WORK REQUEST. Repeat the data word for word. Do not include the pictures.

PROVIDED MATERIAL.
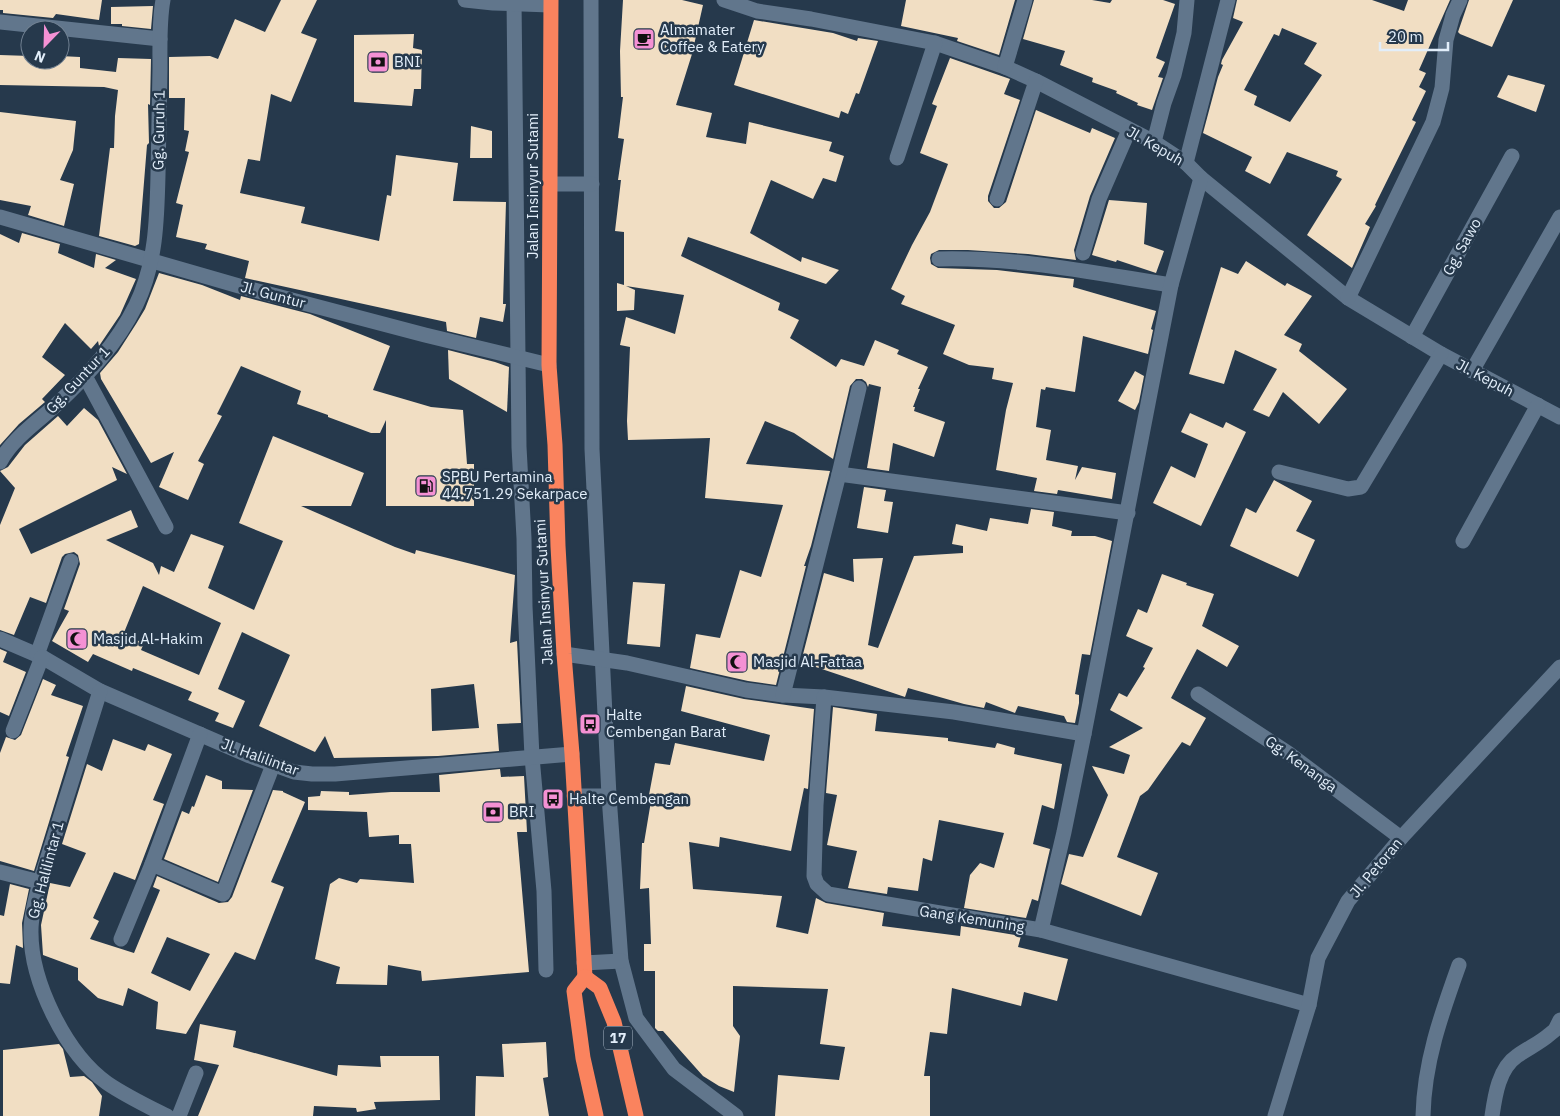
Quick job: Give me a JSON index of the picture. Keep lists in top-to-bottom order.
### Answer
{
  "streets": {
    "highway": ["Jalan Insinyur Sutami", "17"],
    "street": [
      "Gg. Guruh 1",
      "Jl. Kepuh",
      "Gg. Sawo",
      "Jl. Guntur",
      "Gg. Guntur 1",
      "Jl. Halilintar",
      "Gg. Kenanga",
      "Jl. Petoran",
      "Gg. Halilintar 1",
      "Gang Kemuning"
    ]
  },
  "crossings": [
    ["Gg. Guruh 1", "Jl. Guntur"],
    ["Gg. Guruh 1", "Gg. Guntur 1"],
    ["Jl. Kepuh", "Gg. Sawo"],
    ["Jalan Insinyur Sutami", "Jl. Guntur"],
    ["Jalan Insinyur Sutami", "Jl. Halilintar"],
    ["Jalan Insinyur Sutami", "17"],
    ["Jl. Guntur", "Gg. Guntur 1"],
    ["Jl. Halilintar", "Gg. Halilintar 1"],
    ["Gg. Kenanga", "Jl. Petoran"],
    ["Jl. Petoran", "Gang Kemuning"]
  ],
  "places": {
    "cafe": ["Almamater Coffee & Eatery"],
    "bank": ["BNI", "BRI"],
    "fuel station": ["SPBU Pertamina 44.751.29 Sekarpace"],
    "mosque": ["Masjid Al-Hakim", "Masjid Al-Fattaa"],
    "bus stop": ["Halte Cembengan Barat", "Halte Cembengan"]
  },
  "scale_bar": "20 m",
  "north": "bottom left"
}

SOLUTION.
Quick job: Give me a JSON index of the picture. Keep lists in top-to-bottom order.
### Answer
{
  "streets": {
    "highway": ["Jalan Insinyur Sutami", "17"],
    "street": [
      "Gg. Guruh 1",
      "Jl. Kepuh",
      "Gg. Sawo",
      "Jl. Guntur",
      "Gg. Guntur 1",
      "Jl. Halilintar",
      "Gg. Kenanga",
      "Jl. Petoran",
      "Gg. Halilintar 1",
      "Gang Kemuning"
    ]
  },
  "crossings": [
    ["Gg. Guruh 1", "Jl. Guntur"],
    ["Gg. Guruh 1", "Gg. Guntur 1"],
    ["Jl. Kepuh", "Gg. Sawo"],
    ["Jalan Insinyur Sutami", "Jl. Guntur"],
    ["Jalan Insinyur Sutami", "Jl. Halilintar"],
    ["Jalan Insinyur Sutami", "17"],
    ["Jl. Guntur", "Gg. Guntur 1"],
    ["Jl. Halilintar", "Gg. Halilintar 1"],
    ["Gg. Kenanga", "Jl. Petoran"],
    ["Jl. Petoran", "Gang Kemuning"]
  ],
  "places": {
    "cafe": ["Almamater Coffee & Eatery"],
    "bank": ["BNI", "BRI"],
    "fuel station": ["SPBU Pertamina 44.751.29 Sekarpace"],
    "mosque": ["Masjid Al-Hakim", "Masjid Al-Fattaa"],
    "bus stop": ["Halte Cembengan Barat", "Halte Cembengan"]
  },
  "scale_bar": "20 m",
  "north": "bottom left"
}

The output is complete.